GIVEN MATERIAL:
====

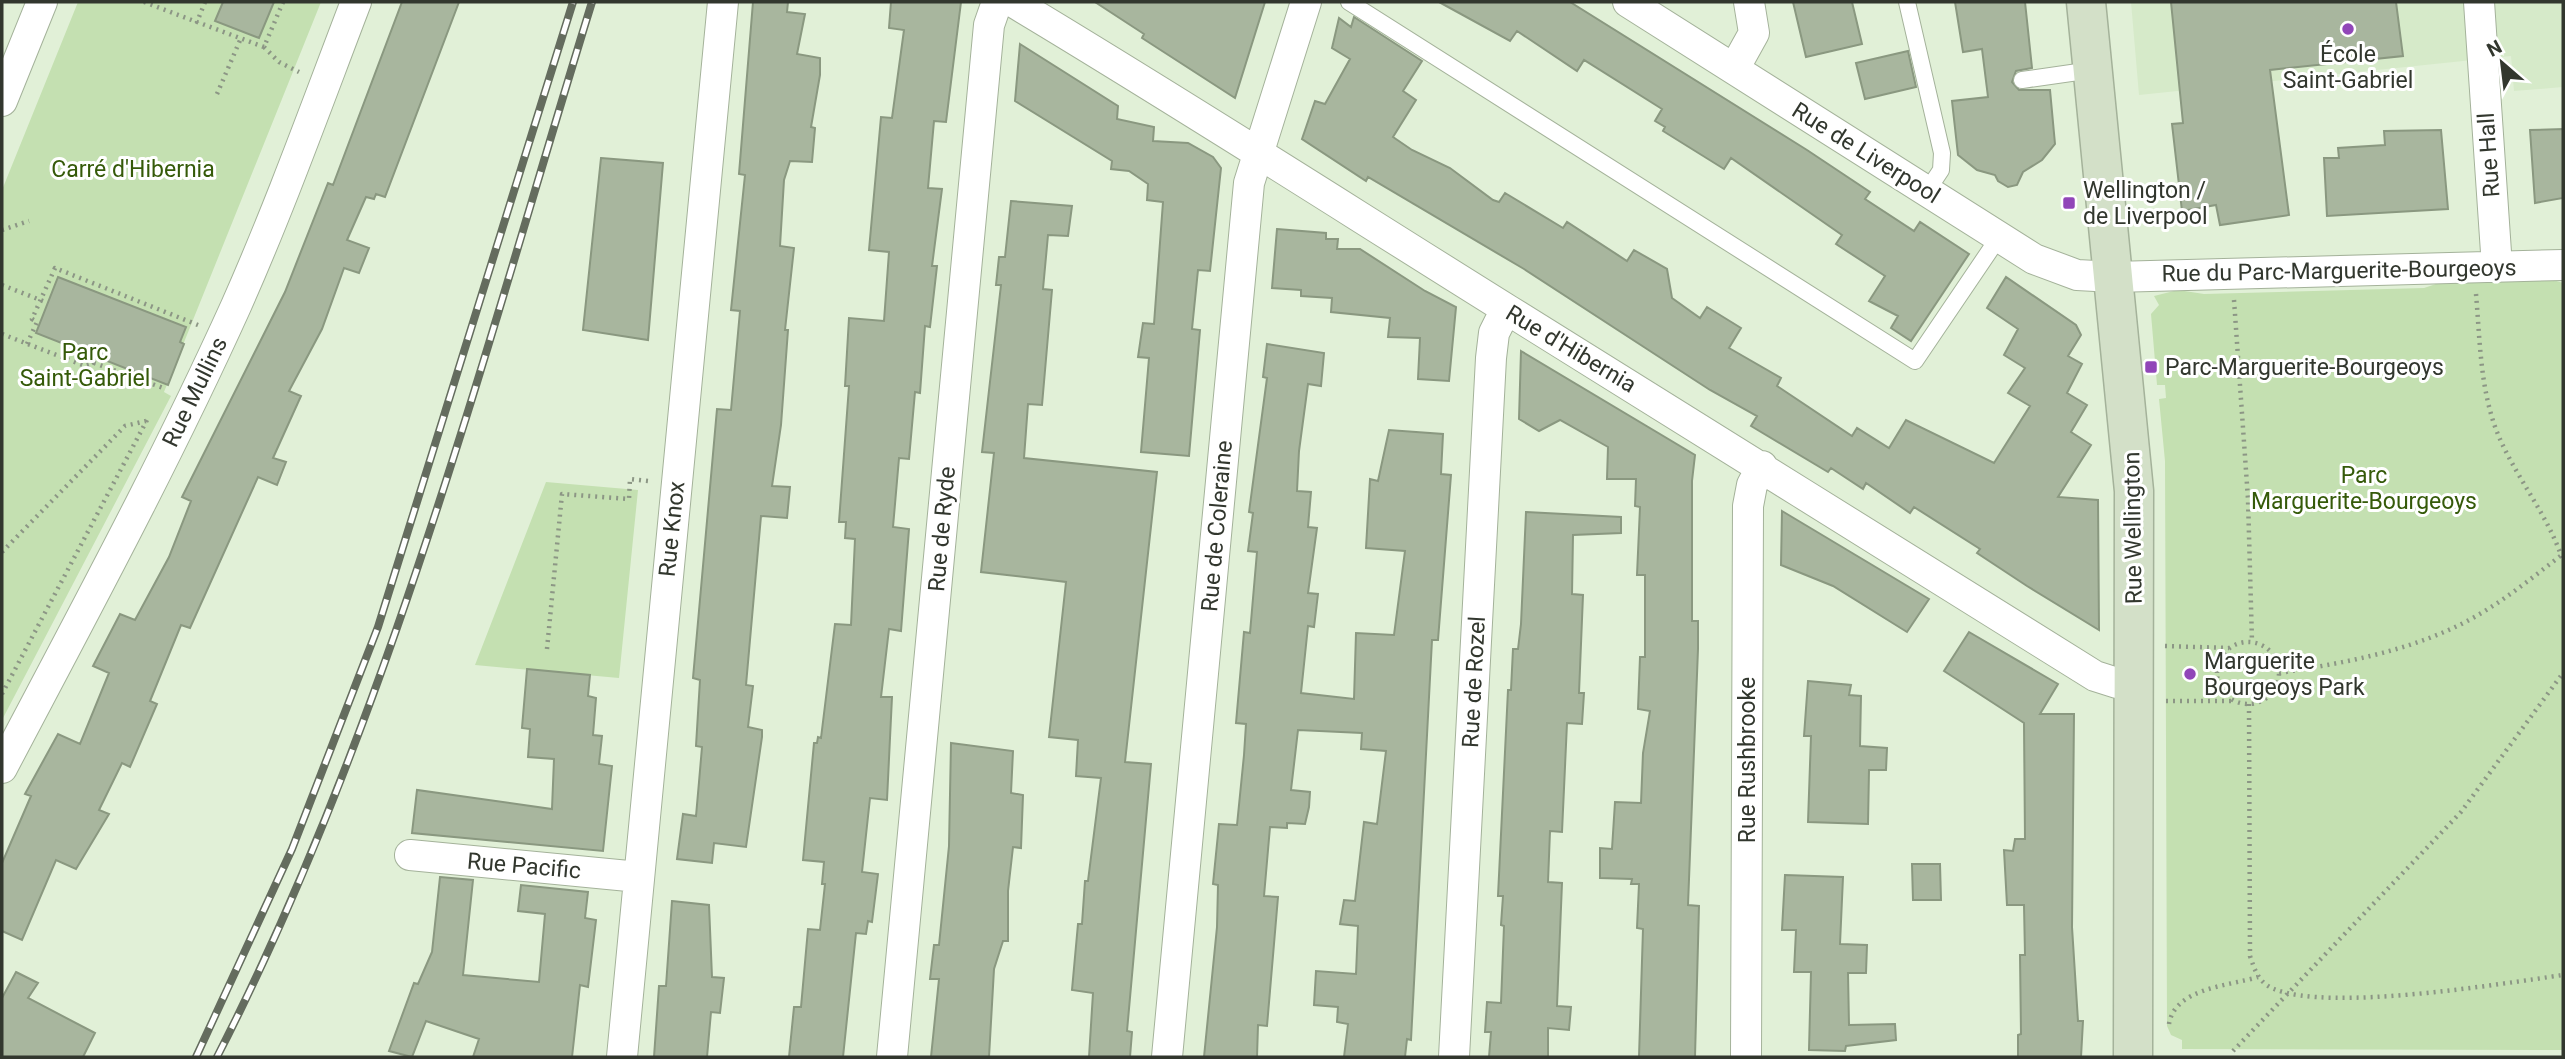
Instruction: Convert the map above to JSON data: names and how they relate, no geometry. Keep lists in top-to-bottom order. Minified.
{"streets":{"main road":["Rue Wellington"],"street":["Rue de Liverpool","Rue Hall","Rue du Parc-Marguerite-Bourgeoys","Rue d'Hibernia","Rue Mullins","Rue de Coleraine","Rue Knox","Rue de Ryde","Rue de Rozel","Rue Rushbrooke","Rue Pacific"]},"crossings":[["Rue de Liverpool","Rue du Parc-Marguerite-Bourgeoys"],["Rue de Liverpool","Rue Wellington"],["Rue Hall","Rue du Parc-Marguerite-Bourgeoys"],["Rue du Parc-Marguerite-Bourgeoys","Rue Wellington"],["Rue d'Hibernia","Rue de Coleraine"],["Rue d'Hibernia","Rue Wellington"],["Rue d'Hibernia","Rue de Rozel"],["Rue d'Hibernia","Rue Rushbrooke"],["Rue Knox","Rue Pacific"]],"parks":["Carré d'Hibernia","Parc Saint-Gabriel","Parc Marguerite-Bourgeoys"],"places":{"other":["École Saint-Gabriel","Marguerite Bourgeoys Park"],"transit":["Wellington / de Liverpool","Parc-Marguerite-Bourgeoys"]},"north":"top left"}
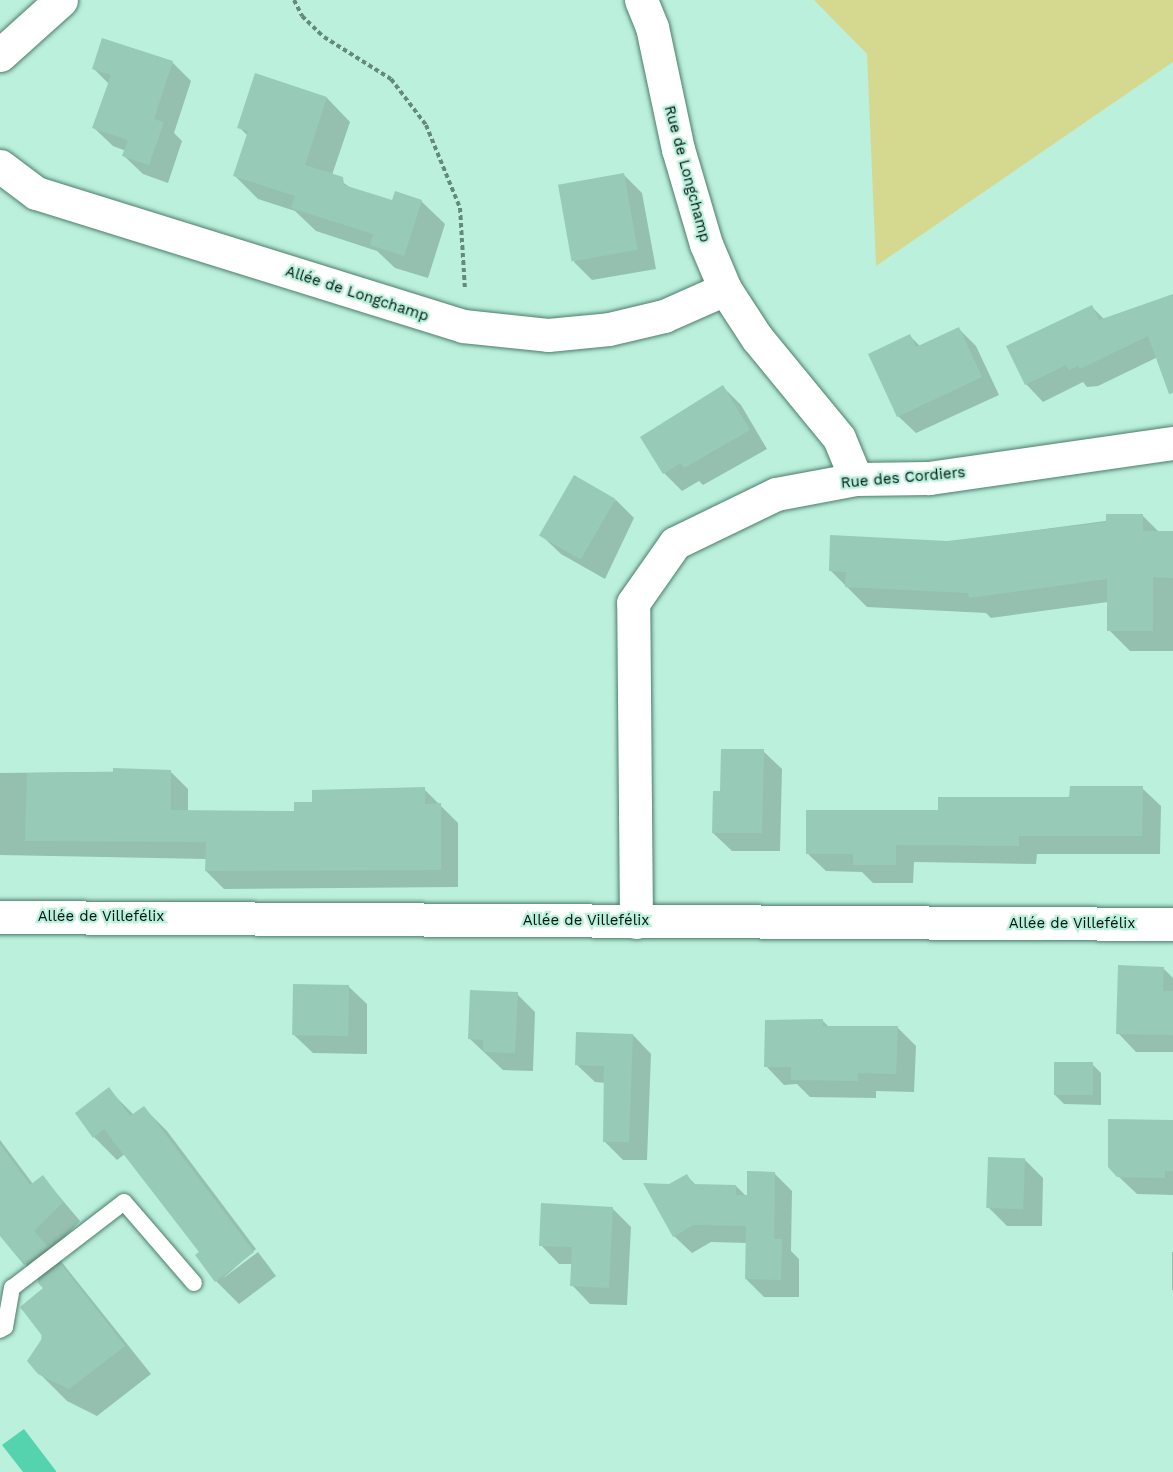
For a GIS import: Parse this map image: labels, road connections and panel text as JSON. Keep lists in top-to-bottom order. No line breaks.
{"streets":{"street":["Rue de Longchamp","Allée de Longchamp","Rue des Cordiers","Allée de Villefélix"]},"crossings":[["Rue de Longchamp","Allée de Longchamp"],["Rue de Longchamp","Rue des Cordiers"],["Rue des Cordiers","Allée de Villefélix"]]}
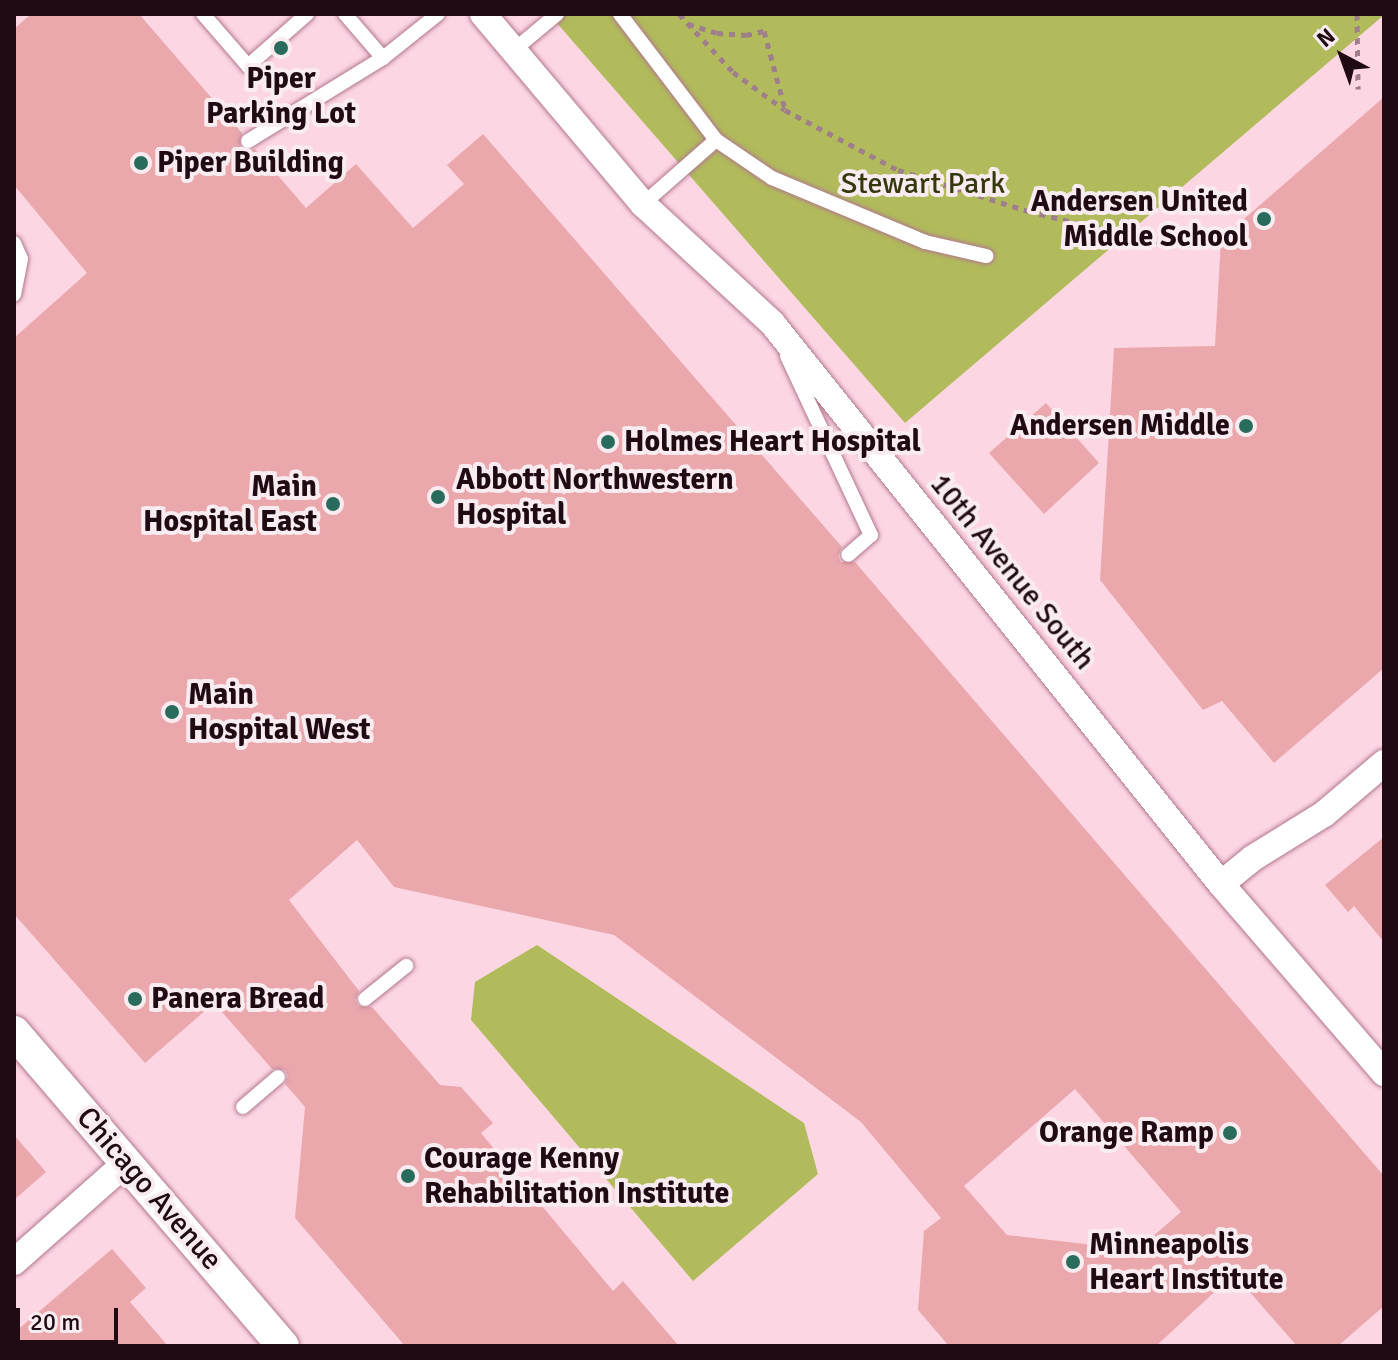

====

WHAT IS BEING ASKED: Only the pictures are to be left out; restate everything else in the listing word for word.

EXERCISE SOLUTION:
Instruction: Convert the map above to JSON data: names and how they relate, no geometry. Keep lists in top-to-bottom order. Minified.
{"streets":{"main road":["Rue Wellington"],"street":["Rue de Liverpool","Rue Hall","Rue du Parc-Marguerite-Bourgeoys","Rue d'Hibernia","Rue Mullins","Rue de Coleraine","Rue Knox","Rue de Ryde","Rue de Rozel","Rue Rushbrooke","Rue Pacific"]},"crossings":[["Rue de Liverpool","Rue du Parc-Marguerite-Bourgeoys"],["Rue de Liverpool","Rue Wellington"],["Rue Hall","Rue du Parc-Marguerite-Bourgeoys"],["Rue du Parc-Marguerite-Bourgeoys","Rue Wellington"],["Rue d'Hibernia","Rue de Coleraine"],["Rue d'Hibernia","Rue Wellington"],["Rue d'Hibernia","Rue de Rozel"],["Rue d'Hibernia","Rue Rushbrooke"],["Rue Knox","Rue Pacific"]],"parks":["Carré d'Hibernia","Parc Saint-Gabriel","Parc Marguerite-Bourgeoys"],"places":{"other":["École Saint-Gabriel","Marguerite Bourgeoys Park"],"transit":["Wellington / de Liverpool","Parc-Marguerite-Bourgeoys"]},"north":"top left"}
For a GIS import: Parse this map image: labels, road connections and panel text as JSON. Keep lists in top-to-bottom order. No line breaks.
{"streets":{"street":["Rue de Longchamp","Allée de Longchamp","Rue des Cordiers","Allée de Villefélix"]},"crossings":[["Rue de Longchamp","Allée de Longchamp"],["Rue de Longchamp","Rue des Cordiers"],["Rue des Cordiers","Allée de Villefélix"]]}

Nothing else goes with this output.